Title: Glucosinolate-rich hydrolyzed extract from Moringa oleifera leaves decreased the production of TNF-alpha and IL-1ß cytokines and induced ROS and apoptosis in human colon cancer cells

Author
item CUELLAR-NÚÑEZ, MARDEY - Autonomous University Of Queretaro
item LOARCA-PIÑA, GUADALUPE - Autonomous University Of Queretaro
item Berhow, Mark
item GONZALEZ DE MEJIA, ELVIRA - University Of Illinois

Submitted to: Journal of Functional Foods
Publication Type: Peer Reviewed Journal
Publication Acceptance Date: 11/1/2020
Publication Date: 11/12/2021
Citation: Cuellar-Núñez, M.L., Loarca-Piña, G., Berhow, M.A., Gonzalez De Mejia, E. 2021. Glucosinolate-rich hydrolyzed extract from Moringa oleifera leaves decreased the production of TNF-alpha and IL-1ß cytokines and induced ROS and apoptosis in human colon cancer cells.

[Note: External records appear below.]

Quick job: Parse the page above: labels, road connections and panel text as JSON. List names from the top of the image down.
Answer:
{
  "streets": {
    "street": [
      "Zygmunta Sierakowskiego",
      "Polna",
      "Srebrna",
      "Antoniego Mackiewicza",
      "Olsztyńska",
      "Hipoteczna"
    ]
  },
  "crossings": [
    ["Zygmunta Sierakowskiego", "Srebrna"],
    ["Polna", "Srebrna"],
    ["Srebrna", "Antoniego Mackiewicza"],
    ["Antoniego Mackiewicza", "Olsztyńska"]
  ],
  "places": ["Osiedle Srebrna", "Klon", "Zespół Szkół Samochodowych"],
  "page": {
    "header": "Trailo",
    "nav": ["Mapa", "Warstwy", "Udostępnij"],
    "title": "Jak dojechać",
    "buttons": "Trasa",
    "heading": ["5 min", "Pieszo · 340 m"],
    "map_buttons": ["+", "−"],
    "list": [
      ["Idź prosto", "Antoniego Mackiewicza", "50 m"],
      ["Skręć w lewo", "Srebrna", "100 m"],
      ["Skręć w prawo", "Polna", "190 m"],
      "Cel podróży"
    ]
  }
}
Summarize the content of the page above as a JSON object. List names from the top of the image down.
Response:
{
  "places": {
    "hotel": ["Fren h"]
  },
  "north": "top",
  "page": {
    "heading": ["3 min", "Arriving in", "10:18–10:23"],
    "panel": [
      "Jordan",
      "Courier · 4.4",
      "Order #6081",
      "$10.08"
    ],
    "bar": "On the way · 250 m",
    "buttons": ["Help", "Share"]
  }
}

Journal of Functional Foods. 75: Article 104270. https://doi.org/10.1016/j.jff.2020.104270.
DOI: https://doi.org/10.1016/j.jff.2020.104270

Interpretive Summary: Moringa is an interesting food ingredient and nutritional supplement for Hispanic cultures in the Americas. The nutraceutical profile, while fairly well known, has not been full characterized for it’s potential health effects. In this research article compounds known to be found in Moringa leaves including glucosinolates, flavonoids, and phenolics were evaluated for their inhibitory effects on the growth of cultured human cancer cells. The results indicated that compounds found in Moringa do slow or stop the division (growth) of cancer cells through the induction of factors in key subcellular organelles.

Technical Abstract: The objective was to characterize the phytochemical profile of Moringa oleifera leaves extracts (aqueous, AE; methanolic, ME; glucosinolates, GE; and glucosinolate-rich hydrolyzed, GEH) and comparatively evaluate their antiproliferative effect on HCT116 and HT-29 human colorectal cancer cells. Moringa extracts were composed of chlorogenic acid, quercetin glucoside, quercetin-malonyl-glucoside, and glucomoringin. IC50 values ranged from 0.17 to 3.17 mg/mL, suggesting that moringa leaves extracts exhibited antiproliferative effects on colon cancer cells. GEH decreased the production of pro-inflammatory cytokines (TNF-alpha, IL-1beta). GEH increased apoptosis up to 58.1% in HCT116 (IC50: 0.55 mg/mL) and 38% in HT-29 (IC50: 0.59 mg/mL). GEH increased ROS LDH activity, and induced the expression of markers of apoptosis such as Bax (HCT116: 41%; HT-29: 52%) and Cyt c (HCT116:70%; HT-29:59%), while decreasing Bcl-2 (HCT116: 58 %; HT-29: 43%) compared to untreated cells (p < 0.05). GEH can inhibit colon cancer cell proliferation through promoting apoptosis by ROS-mediated mitochondrial-dependent pathway.